Sanghar, infermiera cristiana vive nel terrore perché non vuole sposare un musulmano

Ghulam Muhammad, influente e temuto uomo d’affari islamico del distretto di Sanghar, ha minacciato di rapire e sfigurare con l’acido Nazia Masih, che rifiuta di sposarlo. L’uomo è noto alle forze dell’ordine, perché contro di lui ci sono denunce di rapimenti e stupri, eppure vive nell’impunità. Nel mirino tutta la famiglia: “Siamo poveri e cristiani, il Pakistan non è un posto sicuro per noi”. Un ennesimo caso di violenza scuote la piccola comunità cristiana del Pakistan: un influente uomo d’affari musulmano del distretto di Sanghar ha più volte minacciato un’infermiera cattolica che non voleva sposarlo, arrivando a denunciarla alla polizia per bigamia dopo che questa si era fidanzata con un altro uomo. Nonostante le minacce, per ora la situazione sembra sotto controllo: la polizia, che ha sostenuto il musulmano, è stata infatti costretta a garantire protezione alla donna cattolica grazie alle pressioni di gruppi cristiani e islamici moderati.

Tutto inizia quando Ghulam Muhammad decide di voler sposare Nazia Masih, residente nel villaggio Padri Jo Goth del distretto di Sanghar. La donna è un’infermiera cristiana che lavora presso l’ospedale Cheniot. Muhammad l’avvicina, le propone il matrimonio e le chiede di convertirsi all’islam. Dopo il rifiuto della ragazza, arrivano le minacce: se non acconsente sarà rapita e sfigurata con l’acido.

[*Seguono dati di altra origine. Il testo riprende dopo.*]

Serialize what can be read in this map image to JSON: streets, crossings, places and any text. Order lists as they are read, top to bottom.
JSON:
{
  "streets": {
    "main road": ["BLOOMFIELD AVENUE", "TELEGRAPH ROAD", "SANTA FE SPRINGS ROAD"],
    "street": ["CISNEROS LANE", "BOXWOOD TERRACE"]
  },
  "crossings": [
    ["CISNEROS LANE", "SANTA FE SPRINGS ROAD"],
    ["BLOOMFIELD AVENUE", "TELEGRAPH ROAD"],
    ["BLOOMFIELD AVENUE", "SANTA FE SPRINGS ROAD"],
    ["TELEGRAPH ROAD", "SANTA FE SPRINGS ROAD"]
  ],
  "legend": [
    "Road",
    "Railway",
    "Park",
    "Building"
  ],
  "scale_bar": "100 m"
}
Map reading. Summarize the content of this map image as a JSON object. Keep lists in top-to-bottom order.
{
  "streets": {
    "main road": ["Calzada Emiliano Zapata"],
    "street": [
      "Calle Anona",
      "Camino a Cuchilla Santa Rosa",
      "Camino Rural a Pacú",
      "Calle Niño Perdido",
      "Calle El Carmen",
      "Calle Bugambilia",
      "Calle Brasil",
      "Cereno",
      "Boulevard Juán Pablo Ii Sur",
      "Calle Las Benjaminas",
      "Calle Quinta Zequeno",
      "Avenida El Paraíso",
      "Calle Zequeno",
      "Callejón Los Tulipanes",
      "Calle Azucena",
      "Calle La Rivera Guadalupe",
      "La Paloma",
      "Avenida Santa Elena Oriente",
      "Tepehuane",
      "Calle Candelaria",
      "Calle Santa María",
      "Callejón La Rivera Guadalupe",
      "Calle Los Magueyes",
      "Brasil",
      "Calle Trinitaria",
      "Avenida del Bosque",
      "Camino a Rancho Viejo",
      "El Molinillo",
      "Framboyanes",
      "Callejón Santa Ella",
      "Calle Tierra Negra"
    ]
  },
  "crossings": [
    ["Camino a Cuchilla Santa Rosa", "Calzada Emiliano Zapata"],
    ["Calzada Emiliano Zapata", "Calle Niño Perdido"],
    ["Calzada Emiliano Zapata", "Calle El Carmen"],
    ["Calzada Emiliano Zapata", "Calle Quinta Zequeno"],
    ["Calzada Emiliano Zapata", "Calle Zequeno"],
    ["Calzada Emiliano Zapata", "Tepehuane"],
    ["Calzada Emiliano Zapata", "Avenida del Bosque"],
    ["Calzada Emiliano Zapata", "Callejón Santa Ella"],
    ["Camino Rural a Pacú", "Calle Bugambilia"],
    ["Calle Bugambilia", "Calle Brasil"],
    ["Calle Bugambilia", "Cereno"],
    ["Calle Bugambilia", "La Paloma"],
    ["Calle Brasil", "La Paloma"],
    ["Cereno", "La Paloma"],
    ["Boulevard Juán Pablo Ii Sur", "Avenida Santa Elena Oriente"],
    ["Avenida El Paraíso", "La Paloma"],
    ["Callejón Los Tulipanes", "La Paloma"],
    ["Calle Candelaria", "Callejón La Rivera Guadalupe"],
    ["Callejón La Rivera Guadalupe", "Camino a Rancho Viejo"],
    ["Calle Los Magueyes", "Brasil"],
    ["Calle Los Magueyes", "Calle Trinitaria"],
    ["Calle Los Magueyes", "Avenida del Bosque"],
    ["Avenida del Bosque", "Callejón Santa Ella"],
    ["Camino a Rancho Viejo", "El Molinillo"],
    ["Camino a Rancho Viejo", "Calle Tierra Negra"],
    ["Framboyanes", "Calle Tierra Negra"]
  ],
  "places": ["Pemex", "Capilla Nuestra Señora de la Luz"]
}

Muhammad è purtroppo noto nel distretto perché avrebbe già rapito, violentato e convertito con la violenza all’islam alcune ragazze di religione indù della zona. Quelle che lo hanno denunciato per stupro non sono riuscite a ottenere giustizia.

Mentre torna a casa, lo scorso 10 maggio, Nazia viene avvicinata da quattro uomini armati che le danno l’ultimo avvertimento: accettare il matrimonio o “correre i rischi collegati al rifiuto”. Dopo di che la spingono per terra e se ne vanno via. L’infermiera, spaventata, chiede aiuto sul posto di lavoro ma le autorità dell’ospedale le rifiutano ogni sostegno.

I genitori della ragazza decidono allora di affrettare il suo fidanzamento con Ejaz Joseph, cristiano della zona, che il 26 maggio arriva a casa dei futuri suoceri per la festa durante la quale sarà annunciato il matrimonio. Nel bel mezzo dei festeggiamenti arriva Ghulam Muhammad accompagnato da diversi agenti di polizia che, senza alcuna prova di alcun reato, cercano di arrestare i due fidanzati.

Per fortuna intervengono gli anziani del villaggio, che però non riescono a impedire che il padre e il fratello di Nazia vengano portati via: i due saranno rilasciati qualche ora dopo. Il persecutore decide di cambiare strategia e minaccia Joseph di “violente conseguenze” se non lascerà l’infermiera.

La famiglia della ragazza decide di chiedere di nuovo l’aiuto delle autorità e sporge denuncia presso la stazione di polizia di Sanghar. Qui, però, tutta l’influenza di Muhammad impedisce ogni indagine sull’accaduto. Anzi, gli agenti comunicano a Nazia che il suo molestatore la definisce sua moglie e che quindi un giudice dovrà stabilire la verità. Le proteste della comunità cristiana e di quella islamica moderata convincono il giudice a non intervenire sulla vicenda del falso matrimonio.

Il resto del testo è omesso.